For no other horse – not even the peerless Arkle or the indomitable Desert Orchid – has displayed so extended a mix of both precocity and sustained excellence. Kauto Star won half of his six races – and took a fall at Auteuil- in that first three year old campaign. He came over to Paul Nichols in the summer of 2004 making this his 6th UK season and the fifth consecutive time he has run at the Cheltenham Festival. Yet still some argue against him.
It’s partly because of his tendency to mix imperious brilliance with heart and the mouth drama which even extended to his first race this term when only the judge was able to separate him and the supposedly way inferior Imperial Commander at the end of slugging match up the run in at Haydock. In January 2005 he and Ruby Walsh only lost in a photo after turning over at the second last and remounting at Exeter. In March 2006 he took a real crasher of a fall at the second fence in the Champion Chase. The next season may have delivered a flawless six from six record including both the Tingle Creek and the Gold Cup, he at times still entirely ignored the ordinary rules of jumping. In the 2008 Gold Cup he was flattened by the Denman juggernaut. Only now 33 races, 20 victories and £2million in prize money on are we truly giving him his due.

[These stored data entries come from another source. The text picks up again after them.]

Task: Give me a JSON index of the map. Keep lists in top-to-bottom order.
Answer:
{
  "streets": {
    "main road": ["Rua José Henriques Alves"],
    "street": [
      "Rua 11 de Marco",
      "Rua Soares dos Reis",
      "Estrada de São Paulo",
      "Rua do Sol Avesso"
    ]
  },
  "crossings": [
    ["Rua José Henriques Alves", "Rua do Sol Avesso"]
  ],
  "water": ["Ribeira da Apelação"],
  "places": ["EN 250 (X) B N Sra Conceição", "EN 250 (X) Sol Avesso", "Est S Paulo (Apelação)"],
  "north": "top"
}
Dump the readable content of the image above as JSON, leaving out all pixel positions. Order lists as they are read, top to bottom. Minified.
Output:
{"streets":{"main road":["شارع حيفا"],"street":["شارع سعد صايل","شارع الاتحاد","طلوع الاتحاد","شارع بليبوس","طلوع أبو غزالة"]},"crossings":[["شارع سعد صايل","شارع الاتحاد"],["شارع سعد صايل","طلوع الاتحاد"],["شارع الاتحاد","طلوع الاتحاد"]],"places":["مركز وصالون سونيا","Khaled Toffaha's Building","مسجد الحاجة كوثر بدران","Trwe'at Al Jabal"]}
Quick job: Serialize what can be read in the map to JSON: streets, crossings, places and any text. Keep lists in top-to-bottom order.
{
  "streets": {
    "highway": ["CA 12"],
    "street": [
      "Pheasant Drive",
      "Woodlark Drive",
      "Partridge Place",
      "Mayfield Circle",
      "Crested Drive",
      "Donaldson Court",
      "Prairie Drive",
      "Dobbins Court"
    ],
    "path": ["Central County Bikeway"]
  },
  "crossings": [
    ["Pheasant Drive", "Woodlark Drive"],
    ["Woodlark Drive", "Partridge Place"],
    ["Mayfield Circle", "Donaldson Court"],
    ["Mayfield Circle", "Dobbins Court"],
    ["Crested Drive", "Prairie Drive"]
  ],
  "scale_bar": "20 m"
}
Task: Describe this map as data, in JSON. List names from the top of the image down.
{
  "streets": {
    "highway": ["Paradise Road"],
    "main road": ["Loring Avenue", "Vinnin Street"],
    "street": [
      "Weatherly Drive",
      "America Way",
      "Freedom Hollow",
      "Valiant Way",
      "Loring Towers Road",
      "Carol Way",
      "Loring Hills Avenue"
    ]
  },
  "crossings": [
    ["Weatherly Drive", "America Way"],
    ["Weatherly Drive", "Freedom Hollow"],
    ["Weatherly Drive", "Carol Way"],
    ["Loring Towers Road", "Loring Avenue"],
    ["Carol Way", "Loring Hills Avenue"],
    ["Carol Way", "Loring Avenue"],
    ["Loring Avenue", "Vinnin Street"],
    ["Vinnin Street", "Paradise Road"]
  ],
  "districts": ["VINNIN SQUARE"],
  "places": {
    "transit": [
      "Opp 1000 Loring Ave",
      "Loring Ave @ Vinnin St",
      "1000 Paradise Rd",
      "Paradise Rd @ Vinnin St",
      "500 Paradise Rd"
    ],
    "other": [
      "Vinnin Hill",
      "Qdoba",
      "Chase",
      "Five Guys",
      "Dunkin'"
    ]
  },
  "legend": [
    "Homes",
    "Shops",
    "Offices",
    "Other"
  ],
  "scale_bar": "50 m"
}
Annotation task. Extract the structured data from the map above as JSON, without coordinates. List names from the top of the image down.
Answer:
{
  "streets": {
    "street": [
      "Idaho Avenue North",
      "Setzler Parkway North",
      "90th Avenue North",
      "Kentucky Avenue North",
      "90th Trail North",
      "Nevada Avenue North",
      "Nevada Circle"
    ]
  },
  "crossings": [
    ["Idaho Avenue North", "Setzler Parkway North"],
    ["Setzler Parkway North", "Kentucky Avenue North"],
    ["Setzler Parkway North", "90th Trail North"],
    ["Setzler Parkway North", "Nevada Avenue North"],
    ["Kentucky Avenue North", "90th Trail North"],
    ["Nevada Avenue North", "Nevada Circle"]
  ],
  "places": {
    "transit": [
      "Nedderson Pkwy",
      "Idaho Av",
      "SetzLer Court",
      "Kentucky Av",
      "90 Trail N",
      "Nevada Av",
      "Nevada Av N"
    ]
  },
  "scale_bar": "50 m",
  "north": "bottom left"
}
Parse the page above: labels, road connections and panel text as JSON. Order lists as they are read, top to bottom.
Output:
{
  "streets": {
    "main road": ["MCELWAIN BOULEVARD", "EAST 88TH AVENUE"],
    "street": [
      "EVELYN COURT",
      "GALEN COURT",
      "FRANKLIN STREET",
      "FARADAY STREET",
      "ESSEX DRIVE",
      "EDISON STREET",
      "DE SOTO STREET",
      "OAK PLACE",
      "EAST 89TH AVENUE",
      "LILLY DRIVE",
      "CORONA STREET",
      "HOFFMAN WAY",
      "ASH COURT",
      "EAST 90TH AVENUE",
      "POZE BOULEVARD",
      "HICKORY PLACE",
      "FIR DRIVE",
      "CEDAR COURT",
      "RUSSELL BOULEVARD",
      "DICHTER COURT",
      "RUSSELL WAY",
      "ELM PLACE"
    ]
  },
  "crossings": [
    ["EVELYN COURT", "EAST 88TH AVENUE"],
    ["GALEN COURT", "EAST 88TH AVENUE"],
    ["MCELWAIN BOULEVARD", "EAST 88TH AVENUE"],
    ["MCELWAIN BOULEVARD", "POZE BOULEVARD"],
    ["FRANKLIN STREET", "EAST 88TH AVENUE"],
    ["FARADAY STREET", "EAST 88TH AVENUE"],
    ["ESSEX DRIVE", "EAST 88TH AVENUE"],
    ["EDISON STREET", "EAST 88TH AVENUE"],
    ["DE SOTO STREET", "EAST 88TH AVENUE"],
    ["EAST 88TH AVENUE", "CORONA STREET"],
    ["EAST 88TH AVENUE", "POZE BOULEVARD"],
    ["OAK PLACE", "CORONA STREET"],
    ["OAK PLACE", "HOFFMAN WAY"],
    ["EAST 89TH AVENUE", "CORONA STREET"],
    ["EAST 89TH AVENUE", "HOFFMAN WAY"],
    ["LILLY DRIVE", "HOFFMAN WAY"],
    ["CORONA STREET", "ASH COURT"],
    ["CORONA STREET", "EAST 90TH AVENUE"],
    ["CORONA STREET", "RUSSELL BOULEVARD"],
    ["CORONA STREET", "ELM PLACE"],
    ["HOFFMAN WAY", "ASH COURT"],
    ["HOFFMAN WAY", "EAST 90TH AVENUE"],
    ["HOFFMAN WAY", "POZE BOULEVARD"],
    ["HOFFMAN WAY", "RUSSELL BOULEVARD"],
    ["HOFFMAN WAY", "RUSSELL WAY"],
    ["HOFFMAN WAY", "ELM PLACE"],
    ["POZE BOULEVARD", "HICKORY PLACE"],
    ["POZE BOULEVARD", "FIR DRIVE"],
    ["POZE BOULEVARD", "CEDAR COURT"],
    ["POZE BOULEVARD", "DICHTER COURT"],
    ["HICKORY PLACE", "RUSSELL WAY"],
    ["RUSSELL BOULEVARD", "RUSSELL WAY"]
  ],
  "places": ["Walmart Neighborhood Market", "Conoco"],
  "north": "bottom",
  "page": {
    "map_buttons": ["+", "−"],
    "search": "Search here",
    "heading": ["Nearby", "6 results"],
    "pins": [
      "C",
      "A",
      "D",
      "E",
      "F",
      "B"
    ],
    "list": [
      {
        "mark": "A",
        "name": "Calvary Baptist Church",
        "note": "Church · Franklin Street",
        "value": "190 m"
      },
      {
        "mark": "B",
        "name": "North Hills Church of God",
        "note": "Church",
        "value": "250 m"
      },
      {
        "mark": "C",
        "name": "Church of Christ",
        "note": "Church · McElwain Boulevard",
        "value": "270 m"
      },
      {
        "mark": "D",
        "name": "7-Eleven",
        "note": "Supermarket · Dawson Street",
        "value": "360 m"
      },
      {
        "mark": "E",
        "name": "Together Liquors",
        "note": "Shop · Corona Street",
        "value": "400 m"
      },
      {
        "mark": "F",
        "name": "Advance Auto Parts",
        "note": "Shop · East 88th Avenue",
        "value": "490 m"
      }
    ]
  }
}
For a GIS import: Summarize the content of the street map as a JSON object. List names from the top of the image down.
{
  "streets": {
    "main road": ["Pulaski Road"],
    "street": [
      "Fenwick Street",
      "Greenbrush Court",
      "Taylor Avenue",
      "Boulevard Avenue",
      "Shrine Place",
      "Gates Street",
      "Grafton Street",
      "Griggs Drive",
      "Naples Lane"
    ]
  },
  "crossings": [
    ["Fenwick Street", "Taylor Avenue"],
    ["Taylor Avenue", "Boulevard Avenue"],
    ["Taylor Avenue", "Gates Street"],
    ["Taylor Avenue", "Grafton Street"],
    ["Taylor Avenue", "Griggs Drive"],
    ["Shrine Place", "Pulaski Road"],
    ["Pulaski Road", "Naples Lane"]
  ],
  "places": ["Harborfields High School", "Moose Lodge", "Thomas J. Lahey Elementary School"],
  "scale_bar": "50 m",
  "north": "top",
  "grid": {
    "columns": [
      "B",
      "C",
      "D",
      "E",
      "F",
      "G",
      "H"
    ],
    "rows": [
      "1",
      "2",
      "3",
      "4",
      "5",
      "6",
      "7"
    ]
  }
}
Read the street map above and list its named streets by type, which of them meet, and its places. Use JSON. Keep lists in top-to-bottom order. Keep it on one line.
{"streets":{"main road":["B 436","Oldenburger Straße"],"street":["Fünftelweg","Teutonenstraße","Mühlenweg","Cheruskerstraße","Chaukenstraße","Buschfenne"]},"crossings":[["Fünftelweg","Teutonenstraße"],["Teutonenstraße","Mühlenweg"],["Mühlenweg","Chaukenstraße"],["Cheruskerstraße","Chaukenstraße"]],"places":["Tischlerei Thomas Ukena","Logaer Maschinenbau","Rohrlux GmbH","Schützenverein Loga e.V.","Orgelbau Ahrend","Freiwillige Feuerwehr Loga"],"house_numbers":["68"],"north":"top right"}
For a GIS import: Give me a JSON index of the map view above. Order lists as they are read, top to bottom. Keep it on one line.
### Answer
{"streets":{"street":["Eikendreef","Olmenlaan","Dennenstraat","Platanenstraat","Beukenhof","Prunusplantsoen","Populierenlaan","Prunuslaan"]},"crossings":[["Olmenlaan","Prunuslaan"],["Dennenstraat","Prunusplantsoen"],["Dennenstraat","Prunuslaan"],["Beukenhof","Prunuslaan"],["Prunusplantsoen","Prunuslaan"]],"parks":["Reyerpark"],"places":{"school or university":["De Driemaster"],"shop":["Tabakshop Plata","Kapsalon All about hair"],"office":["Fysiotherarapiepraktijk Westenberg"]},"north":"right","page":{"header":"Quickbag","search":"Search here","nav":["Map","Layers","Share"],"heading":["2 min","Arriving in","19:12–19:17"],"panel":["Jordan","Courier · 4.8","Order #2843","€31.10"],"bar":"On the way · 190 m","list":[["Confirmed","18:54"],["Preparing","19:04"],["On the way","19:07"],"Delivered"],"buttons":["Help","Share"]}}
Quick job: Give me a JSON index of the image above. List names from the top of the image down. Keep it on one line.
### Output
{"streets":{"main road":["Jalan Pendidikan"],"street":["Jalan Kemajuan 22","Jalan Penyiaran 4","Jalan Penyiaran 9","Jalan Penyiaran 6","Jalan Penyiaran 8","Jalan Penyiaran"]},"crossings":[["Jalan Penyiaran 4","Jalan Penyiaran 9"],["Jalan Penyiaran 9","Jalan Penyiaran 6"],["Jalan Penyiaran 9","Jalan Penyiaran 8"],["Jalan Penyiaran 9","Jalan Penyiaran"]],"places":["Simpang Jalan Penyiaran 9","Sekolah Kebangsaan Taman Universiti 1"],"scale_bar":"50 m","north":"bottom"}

For this is a wonderful equine racer; tall, elegant, athletic, classy but also stubbornly determined. When he is truly on song as he was when he took his 4th consecutive King George VI Chase at Kempton last December, he is the most awesome and athletically pleasing sight in steeplechasing. But if he has to, as happened at Haydock, he is prepared to take his coat off and stick his neck out to get the job done.
For him to be competing at the top level for a seventh consecutive season speaks volumes for those who train him but is most of all a tribute to his own talent and constitution. You only have to look at the record of Denman and indeed of Imperial Commander to see how difficult such excellence is to sustain. If either or both of them get to the Gold Cup start in peak form they are entitled to the argument. But Kauto Star at his imperious best is something else. Go there and celebrate.